How to Make a Black Dahlia

Wed 5th Dec, 2012

New research uncovers the secret of how a flower gets its famous color.

Dahlias (Dahlia variabilis) are very popular garden flowers, with almost 20,000 varieties bred in a wide range of shapes, sizes and colors. As far as color goes, you can find Dahlias  in white, yellow, many shades of red, orange and pink.

There is also a very rare variety: the black Dahlia. About a dozen Black Dahlias exist, known by creative names such as "Arabian Knight", "Chat Noir", and, oddly, "Charles de Gaulle".

For most dahlias plant scientists have long known how they get their colors: metabolites called flavonoids, which accumulate in the plants. For instance, anthocyanins produce red colors, flavones produce white, and chalcones produce yellow colors. But until now, nobody knew how a black dahlia was created. 

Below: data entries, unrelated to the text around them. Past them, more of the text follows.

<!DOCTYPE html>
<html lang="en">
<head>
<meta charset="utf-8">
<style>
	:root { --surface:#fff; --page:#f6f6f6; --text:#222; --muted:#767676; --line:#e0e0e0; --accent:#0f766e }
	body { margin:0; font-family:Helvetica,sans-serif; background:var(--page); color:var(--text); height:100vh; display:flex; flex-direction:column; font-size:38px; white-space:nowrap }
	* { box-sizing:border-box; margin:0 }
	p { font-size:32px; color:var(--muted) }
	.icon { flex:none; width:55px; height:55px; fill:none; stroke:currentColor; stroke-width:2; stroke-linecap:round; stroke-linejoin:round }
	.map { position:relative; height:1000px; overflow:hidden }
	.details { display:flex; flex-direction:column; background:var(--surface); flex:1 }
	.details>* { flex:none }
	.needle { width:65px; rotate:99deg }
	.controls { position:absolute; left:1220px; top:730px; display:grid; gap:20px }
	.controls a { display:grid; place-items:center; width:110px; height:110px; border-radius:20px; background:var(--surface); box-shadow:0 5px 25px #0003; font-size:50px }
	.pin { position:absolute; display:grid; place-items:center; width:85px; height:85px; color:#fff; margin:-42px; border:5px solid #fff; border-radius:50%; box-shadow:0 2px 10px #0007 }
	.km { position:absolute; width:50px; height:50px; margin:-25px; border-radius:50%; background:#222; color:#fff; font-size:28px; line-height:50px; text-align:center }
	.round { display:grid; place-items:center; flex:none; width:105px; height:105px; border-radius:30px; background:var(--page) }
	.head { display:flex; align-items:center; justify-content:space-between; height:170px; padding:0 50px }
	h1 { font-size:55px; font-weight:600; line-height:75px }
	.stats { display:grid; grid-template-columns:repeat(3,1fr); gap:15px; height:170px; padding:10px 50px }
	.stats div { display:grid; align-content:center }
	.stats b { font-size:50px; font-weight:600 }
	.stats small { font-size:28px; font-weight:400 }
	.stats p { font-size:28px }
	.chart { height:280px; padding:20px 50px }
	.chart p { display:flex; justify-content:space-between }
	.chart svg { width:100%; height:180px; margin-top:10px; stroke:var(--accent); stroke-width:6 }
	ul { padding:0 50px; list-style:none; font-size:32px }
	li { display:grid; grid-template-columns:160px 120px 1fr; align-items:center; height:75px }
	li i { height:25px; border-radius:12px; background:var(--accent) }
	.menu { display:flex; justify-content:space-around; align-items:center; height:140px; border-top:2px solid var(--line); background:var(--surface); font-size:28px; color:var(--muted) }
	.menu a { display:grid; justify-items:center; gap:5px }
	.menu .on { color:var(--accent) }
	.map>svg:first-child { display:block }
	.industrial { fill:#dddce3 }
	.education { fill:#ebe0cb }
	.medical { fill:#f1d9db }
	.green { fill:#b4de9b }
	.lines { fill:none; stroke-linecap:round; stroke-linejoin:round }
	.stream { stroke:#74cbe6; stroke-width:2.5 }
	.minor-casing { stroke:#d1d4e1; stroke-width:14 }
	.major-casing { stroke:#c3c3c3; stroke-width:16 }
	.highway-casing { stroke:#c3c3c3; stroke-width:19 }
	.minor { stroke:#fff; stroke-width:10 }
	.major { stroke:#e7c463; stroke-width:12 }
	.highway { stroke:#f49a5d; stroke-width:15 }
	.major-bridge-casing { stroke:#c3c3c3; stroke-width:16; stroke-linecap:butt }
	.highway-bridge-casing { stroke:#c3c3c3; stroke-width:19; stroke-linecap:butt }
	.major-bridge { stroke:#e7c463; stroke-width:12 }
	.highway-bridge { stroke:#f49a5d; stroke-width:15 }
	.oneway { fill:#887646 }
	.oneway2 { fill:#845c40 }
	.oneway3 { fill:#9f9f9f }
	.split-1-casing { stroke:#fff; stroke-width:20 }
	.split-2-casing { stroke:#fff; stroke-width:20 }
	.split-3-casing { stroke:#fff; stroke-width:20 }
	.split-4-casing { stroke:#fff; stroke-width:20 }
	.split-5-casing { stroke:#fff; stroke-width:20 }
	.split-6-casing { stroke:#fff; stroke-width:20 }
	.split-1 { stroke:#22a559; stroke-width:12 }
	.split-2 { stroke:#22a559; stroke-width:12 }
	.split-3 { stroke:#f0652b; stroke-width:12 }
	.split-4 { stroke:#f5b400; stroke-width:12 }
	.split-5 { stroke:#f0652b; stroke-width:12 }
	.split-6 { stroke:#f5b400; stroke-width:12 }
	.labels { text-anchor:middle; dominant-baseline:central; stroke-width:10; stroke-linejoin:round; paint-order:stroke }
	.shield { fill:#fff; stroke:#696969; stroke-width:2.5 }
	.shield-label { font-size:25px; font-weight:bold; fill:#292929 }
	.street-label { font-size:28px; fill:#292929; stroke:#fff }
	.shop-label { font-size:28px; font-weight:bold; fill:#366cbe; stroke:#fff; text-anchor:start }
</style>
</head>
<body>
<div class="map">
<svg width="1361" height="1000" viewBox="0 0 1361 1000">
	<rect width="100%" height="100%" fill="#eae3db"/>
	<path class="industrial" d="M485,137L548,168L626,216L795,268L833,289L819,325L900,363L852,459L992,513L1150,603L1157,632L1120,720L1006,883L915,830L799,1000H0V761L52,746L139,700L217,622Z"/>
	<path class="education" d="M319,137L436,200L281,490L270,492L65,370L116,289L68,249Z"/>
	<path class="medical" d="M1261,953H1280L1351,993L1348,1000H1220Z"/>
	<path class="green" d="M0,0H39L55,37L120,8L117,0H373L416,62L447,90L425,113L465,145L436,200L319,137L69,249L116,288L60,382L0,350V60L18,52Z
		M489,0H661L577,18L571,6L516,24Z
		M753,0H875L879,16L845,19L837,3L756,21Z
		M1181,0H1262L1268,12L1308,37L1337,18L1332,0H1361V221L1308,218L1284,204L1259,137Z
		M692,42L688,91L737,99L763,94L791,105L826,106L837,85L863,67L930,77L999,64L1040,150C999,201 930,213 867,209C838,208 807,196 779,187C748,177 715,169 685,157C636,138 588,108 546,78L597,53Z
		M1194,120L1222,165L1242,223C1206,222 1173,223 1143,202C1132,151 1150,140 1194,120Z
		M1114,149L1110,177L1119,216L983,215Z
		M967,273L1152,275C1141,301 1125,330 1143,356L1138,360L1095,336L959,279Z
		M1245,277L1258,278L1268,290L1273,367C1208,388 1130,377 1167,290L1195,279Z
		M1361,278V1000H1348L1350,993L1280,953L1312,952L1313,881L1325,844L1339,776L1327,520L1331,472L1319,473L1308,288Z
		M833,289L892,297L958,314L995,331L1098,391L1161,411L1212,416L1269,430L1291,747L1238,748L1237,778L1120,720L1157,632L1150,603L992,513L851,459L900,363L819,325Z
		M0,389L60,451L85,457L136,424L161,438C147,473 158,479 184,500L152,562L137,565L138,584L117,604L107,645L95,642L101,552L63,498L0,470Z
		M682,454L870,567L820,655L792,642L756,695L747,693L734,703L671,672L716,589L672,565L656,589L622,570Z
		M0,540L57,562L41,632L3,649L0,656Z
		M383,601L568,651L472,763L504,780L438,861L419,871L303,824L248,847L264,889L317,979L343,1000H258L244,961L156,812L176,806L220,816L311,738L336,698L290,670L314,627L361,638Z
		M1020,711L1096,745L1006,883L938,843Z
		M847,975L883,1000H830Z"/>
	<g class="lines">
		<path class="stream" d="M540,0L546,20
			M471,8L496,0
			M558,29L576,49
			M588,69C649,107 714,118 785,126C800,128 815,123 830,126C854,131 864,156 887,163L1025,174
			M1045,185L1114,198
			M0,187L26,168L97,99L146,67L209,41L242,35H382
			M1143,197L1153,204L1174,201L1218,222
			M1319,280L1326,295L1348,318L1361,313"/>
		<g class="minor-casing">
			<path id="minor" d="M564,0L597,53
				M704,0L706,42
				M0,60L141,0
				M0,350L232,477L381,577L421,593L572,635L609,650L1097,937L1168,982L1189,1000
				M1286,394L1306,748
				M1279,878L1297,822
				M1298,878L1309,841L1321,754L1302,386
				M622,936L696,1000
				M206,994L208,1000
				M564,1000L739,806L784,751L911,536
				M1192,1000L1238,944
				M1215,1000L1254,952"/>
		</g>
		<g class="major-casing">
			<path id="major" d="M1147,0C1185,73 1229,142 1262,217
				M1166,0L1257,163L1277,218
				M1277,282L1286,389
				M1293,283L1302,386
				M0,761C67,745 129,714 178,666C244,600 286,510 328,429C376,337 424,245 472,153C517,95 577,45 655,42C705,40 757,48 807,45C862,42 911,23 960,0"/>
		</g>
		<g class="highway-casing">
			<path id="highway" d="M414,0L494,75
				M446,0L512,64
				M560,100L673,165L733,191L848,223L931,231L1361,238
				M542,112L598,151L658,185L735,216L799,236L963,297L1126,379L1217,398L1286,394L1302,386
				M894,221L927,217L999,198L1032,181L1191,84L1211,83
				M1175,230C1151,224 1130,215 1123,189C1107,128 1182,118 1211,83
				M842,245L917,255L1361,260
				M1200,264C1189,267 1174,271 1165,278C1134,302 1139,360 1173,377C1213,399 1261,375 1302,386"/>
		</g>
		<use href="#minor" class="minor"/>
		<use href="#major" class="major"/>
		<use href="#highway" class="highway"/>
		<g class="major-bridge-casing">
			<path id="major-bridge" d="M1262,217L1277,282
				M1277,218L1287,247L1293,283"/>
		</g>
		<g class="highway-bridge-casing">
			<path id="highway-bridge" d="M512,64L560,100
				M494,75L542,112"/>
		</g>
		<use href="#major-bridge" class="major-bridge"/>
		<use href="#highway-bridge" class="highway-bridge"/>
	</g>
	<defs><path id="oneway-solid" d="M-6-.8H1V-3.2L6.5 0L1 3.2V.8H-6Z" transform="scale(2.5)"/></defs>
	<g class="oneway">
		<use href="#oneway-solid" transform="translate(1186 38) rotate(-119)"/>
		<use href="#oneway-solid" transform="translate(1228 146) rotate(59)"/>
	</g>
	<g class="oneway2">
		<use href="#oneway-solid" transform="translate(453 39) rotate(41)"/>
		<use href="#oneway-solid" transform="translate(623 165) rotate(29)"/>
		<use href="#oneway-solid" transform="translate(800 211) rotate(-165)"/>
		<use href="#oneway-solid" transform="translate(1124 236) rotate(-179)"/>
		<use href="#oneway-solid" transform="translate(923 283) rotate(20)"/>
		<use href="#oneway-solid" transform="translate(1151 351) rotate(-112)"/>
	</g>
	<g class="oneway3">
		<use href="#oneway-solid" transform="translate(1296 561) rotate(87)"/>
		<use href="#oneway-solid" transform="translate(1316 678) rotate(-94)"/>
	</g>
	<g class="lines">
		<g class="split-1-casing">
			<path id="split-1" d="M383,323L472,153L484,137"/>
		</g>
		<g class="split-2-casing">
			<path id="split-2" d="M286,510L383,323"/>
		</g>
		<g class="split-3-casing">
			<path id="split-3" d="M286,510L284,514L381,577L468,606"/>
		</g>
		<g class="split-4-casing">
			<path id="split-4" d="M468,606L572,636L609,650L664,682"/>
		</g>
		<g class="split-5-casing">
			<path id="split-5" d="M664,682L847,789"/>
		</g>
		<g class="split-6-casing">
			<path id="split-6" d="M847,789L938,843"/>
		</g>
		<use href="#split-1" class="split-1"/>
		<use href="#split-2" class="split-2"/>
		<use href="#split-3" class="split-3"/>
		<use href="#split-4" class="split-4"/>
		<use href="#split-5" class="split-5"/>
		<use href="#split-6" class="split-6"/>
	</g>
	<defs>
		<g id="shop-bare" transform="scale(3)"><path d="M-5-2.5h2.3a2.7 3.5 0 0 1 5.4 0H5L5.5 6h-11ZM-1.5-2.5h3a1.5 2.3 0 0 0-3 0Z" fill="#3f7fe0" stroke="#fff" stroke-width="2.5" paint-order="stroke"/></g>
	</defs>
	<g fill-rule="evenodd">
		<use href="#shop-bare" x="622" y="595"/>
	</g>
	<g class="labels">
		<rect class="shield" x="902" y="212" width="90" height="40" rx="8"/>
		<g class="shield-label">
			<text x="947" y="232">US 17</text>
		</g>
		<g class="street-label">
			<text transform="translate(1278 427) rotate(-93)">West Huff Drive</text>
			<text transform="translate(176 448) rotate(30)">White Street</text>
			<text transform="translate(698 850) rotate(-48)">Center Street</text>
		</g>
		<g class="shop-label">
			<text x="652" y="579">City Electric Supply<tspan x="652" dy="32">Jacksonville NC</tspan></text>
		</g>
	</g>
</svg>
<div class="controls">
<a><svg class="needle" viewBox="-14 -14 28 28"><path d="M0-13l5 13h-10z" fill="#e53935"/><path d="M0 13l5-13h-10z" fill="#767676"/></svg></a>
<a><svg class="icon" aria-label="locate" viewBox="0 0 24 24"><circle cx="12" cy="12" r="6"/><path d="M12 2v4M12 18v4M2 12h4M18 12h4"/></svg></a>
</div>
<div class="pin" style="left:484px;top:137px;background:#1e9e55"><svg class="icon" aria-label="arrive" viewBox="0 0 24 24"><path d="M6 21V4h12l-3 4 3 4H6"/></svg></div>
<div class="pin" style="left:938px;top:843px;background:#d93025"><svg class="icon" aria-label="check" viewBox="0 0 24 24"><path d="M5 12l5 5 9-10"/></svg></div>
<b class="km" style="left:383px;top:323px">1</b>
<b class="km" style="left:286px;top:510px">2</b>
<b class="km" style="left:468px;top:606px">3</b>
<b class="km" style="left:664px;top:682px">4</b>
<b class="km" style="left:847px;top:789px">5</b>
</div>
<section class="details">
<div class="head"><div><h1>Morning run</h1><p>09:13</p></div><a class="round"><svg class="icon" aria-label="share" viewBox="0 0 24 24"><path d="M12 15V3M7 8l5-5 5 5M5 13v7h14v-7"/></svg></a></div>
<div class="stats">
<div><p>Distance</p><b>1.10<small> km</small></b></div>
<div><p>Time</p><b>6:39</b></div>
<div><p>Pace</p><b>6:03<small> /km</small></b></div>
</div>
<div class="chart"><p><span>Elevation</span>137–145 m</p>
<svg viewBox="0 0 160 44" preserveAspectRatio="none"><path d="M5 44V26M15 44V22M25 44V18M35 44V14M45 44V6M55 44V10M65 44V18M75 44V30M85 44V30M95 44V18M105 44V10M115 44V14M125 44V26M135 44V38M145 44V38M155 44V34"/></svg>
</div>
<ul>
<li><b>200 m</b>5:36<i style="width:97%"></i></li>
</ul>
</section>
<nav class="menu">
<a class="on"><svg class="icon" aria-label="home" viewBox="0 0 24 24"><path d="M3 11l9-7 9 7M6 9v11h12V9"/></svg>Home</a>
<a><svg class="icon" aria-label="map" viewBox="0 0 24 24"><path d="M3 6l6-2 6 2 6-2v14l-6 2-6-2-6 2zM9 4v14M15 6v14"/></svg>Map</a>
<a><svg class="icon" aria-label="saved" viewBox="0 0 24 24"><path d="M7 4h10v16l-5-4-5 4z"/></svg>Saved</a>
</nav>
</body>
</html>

A research team led by Dr. Heidi Halbwirth, from Vienna University of Technology, Austria, found that Dahlia's black coloring comes from throwing off balance levels of anthocyanins and flavones. In a study published on November 23 in the journal BMC Plant Biology, researchers found that black Dahlia flowers had much higher concentrations of anthocyanins (as much as 10 fold over bright red varieties), and much lower concentrations of flavones (by about the same ratio as anthocyanins). These concentrations were drastically different even from red varieties, which also are produced by anthocyanins.

Furthermore, the team found that black dahlias acquire their color because of the reduced activity of a key enzyme, called FNS II (short for flavone synthase), that usually makes flavones. With low levels of these enzyme, lower concentrations of flavones can't compete with anthocyanins for the building block molecules they share; hence, more anthocyanins and the black color. 


While anthocyanins and other flavonoids contain powerful antioxidant properties (the same flavonoids are found in berries and other brightly color flowers), these antioxidants can also fend off prey and diseases, both in plants and animals that consume them. Using genetic engineering techniques, breeders could create plants that contain tailored amounts of flavonoids, which could help in nutrition (for edible plants) as well as in gardening and breeding flowers.